(TASK DIRECTIONS) Transcribe each line of the material as it is, and drop any picture.

(TASK MATERIAL)
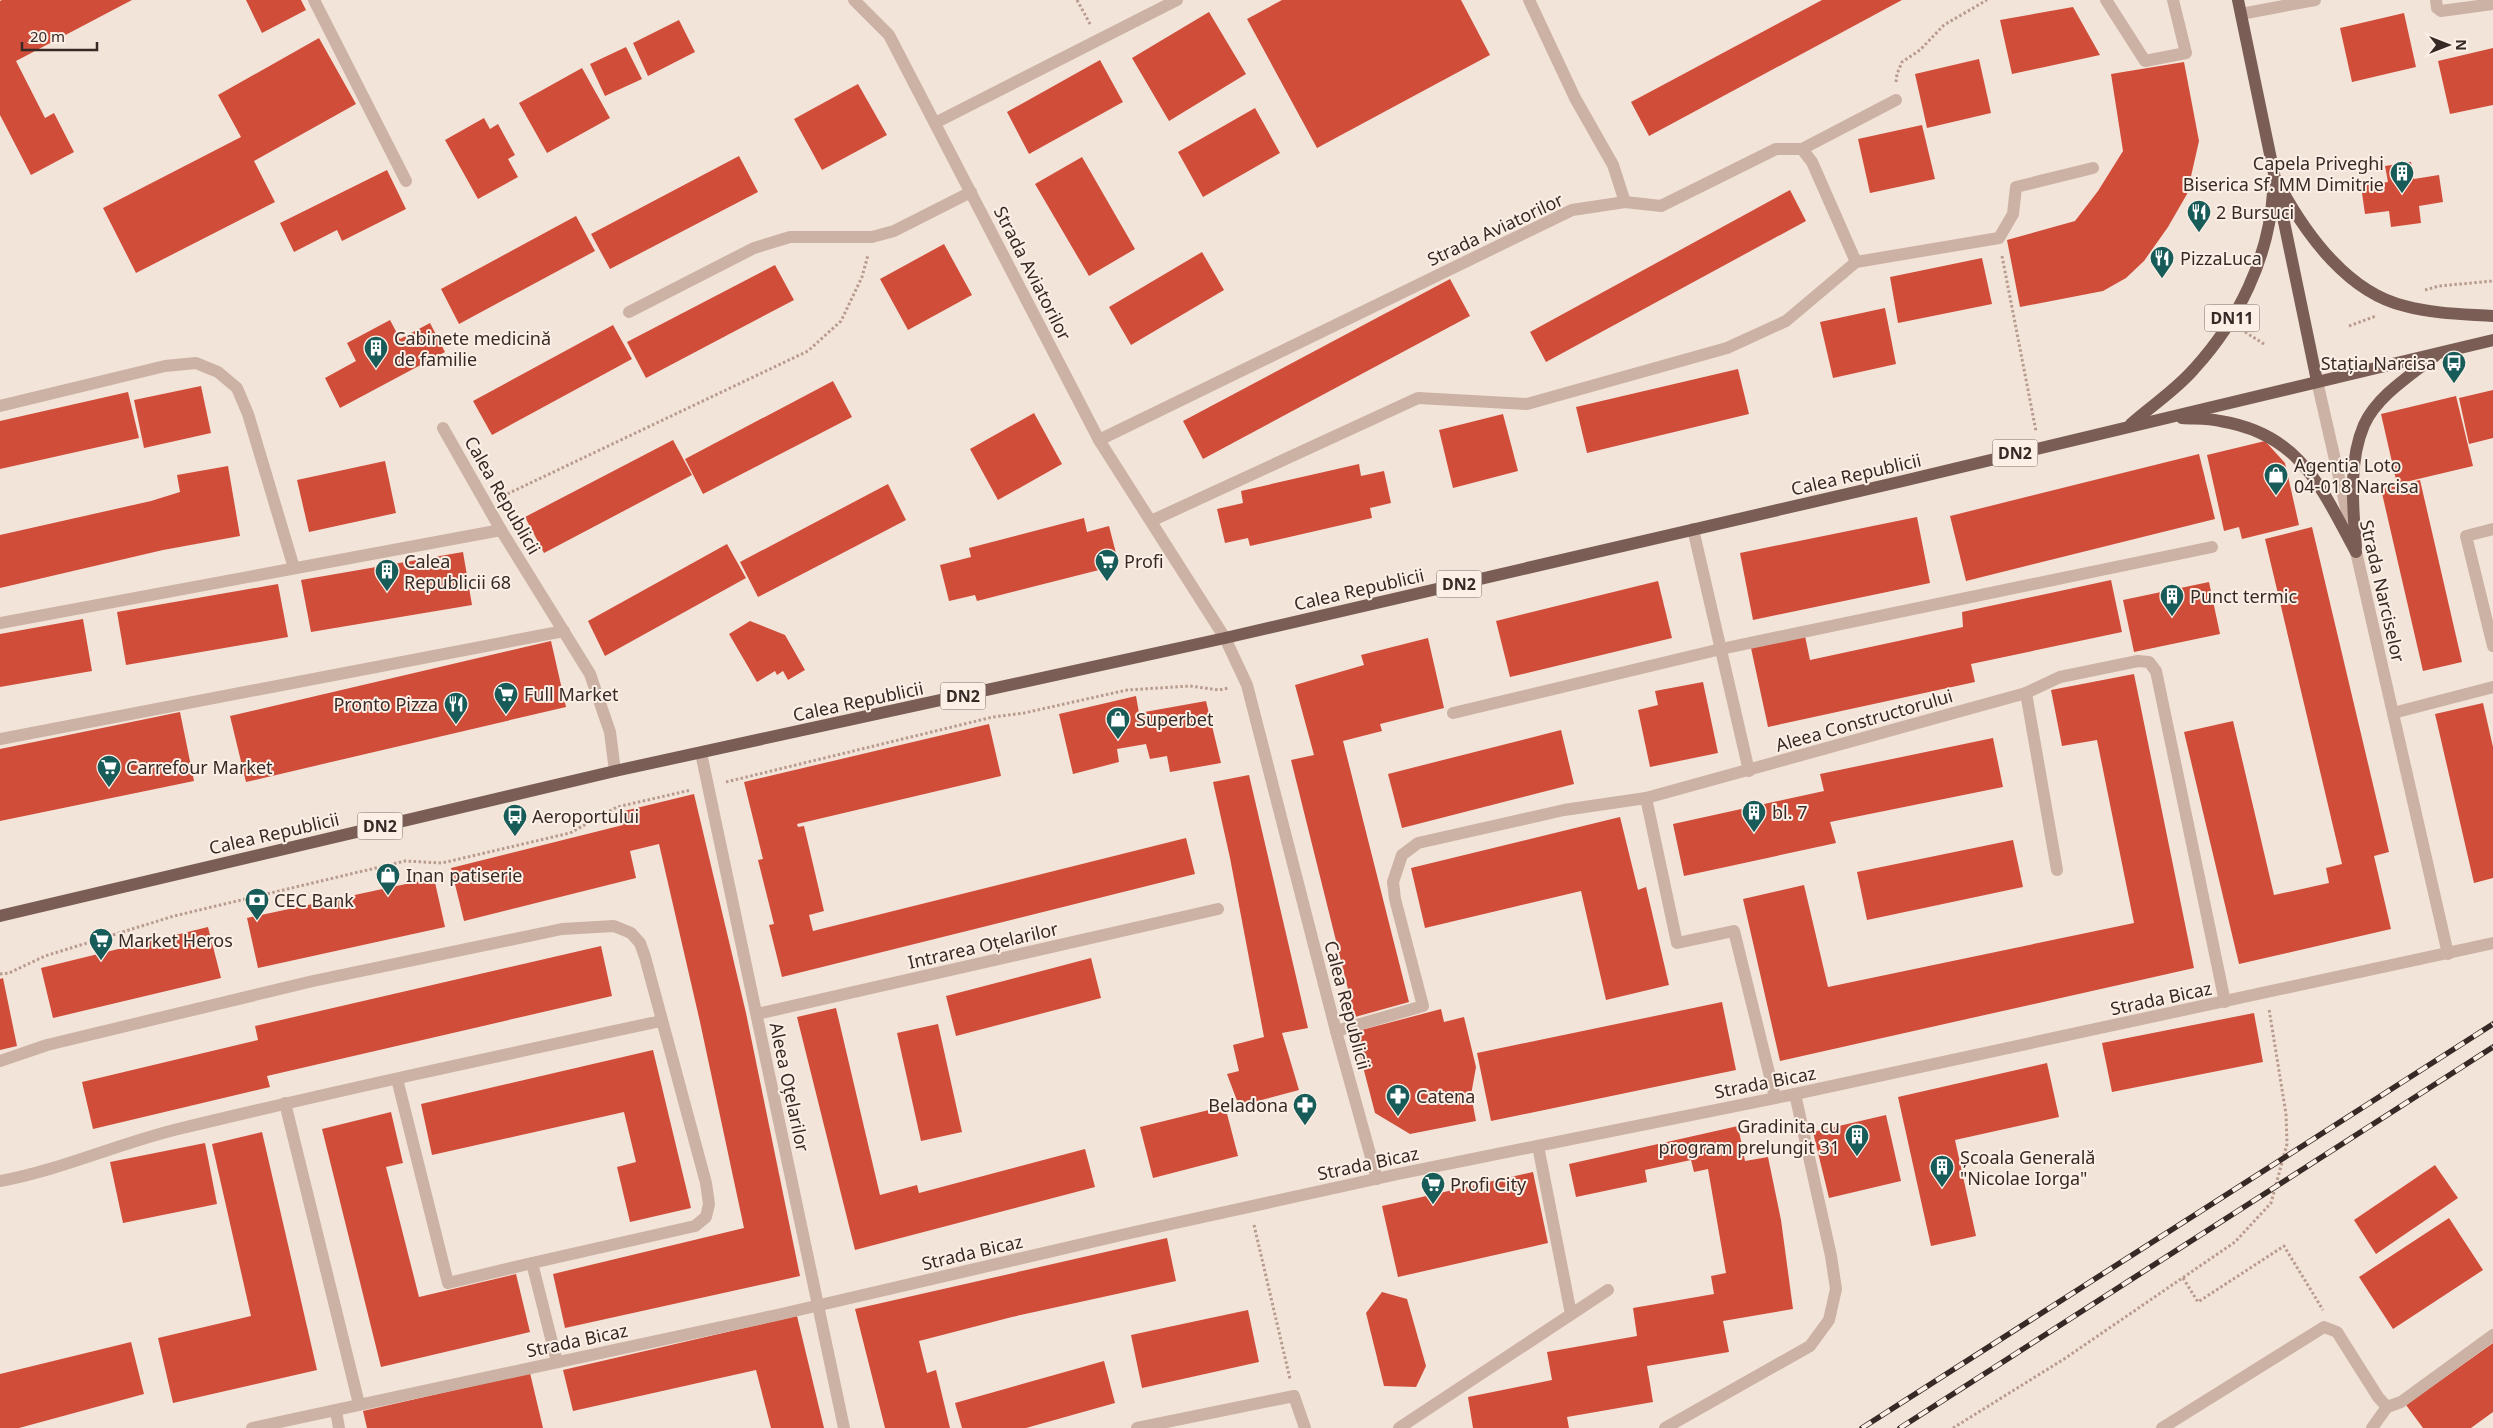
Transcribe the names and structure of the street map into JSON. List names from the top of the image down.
{
  "streets": {
    "main road": [
      "DN11",
      "DN2",
      "Calea Republicii",
      "Strada Narciselor"
    ],
    "street": [
      "Strada Aviatorilor",
      "Aleea Constructorului",
      "Intrarea Oțelarilor",
      "Strada Bicaz",
      "Aleea Oțelarilor"
    ]
  },
  "crossings": [
    ["Strada Aviatorilor", "Calea Republicii"],
    ["DN11", "Calea Republicii"],
    ["DN11", "Strada Narciselor"],
    ["Calea Republicii", "Strada Narciselor"],
    ["Calea Republicii", "Aleea Constructorului"],
    ["Calea Republicii", "Strada Bicaz"],
    ["Calea Republicii", "Aleea Oțelarilor"],
    ["Strada Narciselor", "Strada Bicaz"],
    ["Aleea Constructorului", "Strada Bicaz"],
    ["Intrarea Oțelarilor", "Aleea Oțelarilor"],
    ["Strada Bicaz", "Aleea Oțelarilor"]
  ],
  "places": {
    "building": [
      "Capela Priveghi Biserica Sf. MM Dimitrie",
      "Cabinete medicină de familie",
      "Calea Republicii 68",
      "Punct termic",
      "bl. 7",
      "Gradinita cu program prelungit 31",
      "Școala Generală \"Nicolae Iorga\""
    ],
    "restaurant": ["2 Bursuci", "PizzaLuca", "Pronto Pizza"],
    "bus stop": ["Stația Narcisa", "Aeroportului"],
    "shop": ["Agentia Loto 04-018 Narcisa", "Superbet", "Inan patiserie"],
    "supermarket": [
      "Profi",
      "Full Market",
      "Carrefour Market",
      "Market Heros",
      "Profi City"
    ],
    "bank": ["CEC Bank"],
    "pharmacy": ["Catena", "Beladona"]
  },
  "scale_bar": "20 m",
  "north": "right"
}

(REPLY)
Transcribe the names and structure of the street map into JSON. List names from the top of the image down.
{
  "streets": {
    "main road": [
      "DN11",
      "DN2",
      "Calea Republicii",
      "Strada Narciselor"
    ],
    "street": [
      "Strada Aviatorilor",
      "Aleea Constructorului",
      "Intrarea Oțelarilor",
      "Strada Bicaz",
      "Aleea Oțelarilor"
    ]
  },
  "crossings": [
    ["Strada Aviatorilor", "Calea Republicii"],
    ["DN11", "Calea Republicii"],
    ["DN11", "Strada Narciselor"],
    ["Calea Republicii", "Strada Narciselor"],
    ["Calea Republicii", "Aleea Constructorului"],
    ["Calea Republicii", "Strada Bicaz"],
    ["Calea Republicii", "Aleea Oțelarilor"],
    ["Strada Narciselor", "Strada Bicaz"],
    ["Aleea Constructorului", "Strada Bicaz"],
    ["Intrarea Oțelarilor", "Aleea Oțelarilor"],
    ["Strada Bicaz", "Aleea Oțelarilor"]
  ],
  "places": {
    "building": [
      "Capela Priveghi Biserica Sf. MM Dimitrie",
      "Cabinete medicină de familie",
      "Calea Republicii 68",
      "Punct termic",
      "bl. 7",
      "Gradinita cu program prelungit 31",
      "Școala Generală \"Nicolae Iorga\""
    ],
    "restaurant": ["2 Bursuci", "PizzaLuca", "Pronto Pizza"],
    "bus stop": ["Stația Narcisa", "Aeroportului"],
    "shop": ["Agentia Loto 04-018 Narcisa", "Superbet", "Inan patiserie"],
    "supermarket": [
      "Profi",
      "Full Market",
      "Carrefour Market",
      "Market Heros",
      "Profi City"
    ],
    "bank": ["CEC Bank"],
    "pharmacy": ["Catena", "Beladona"]
  },
  "scale_bar": "20 m",
  "north": "right"
}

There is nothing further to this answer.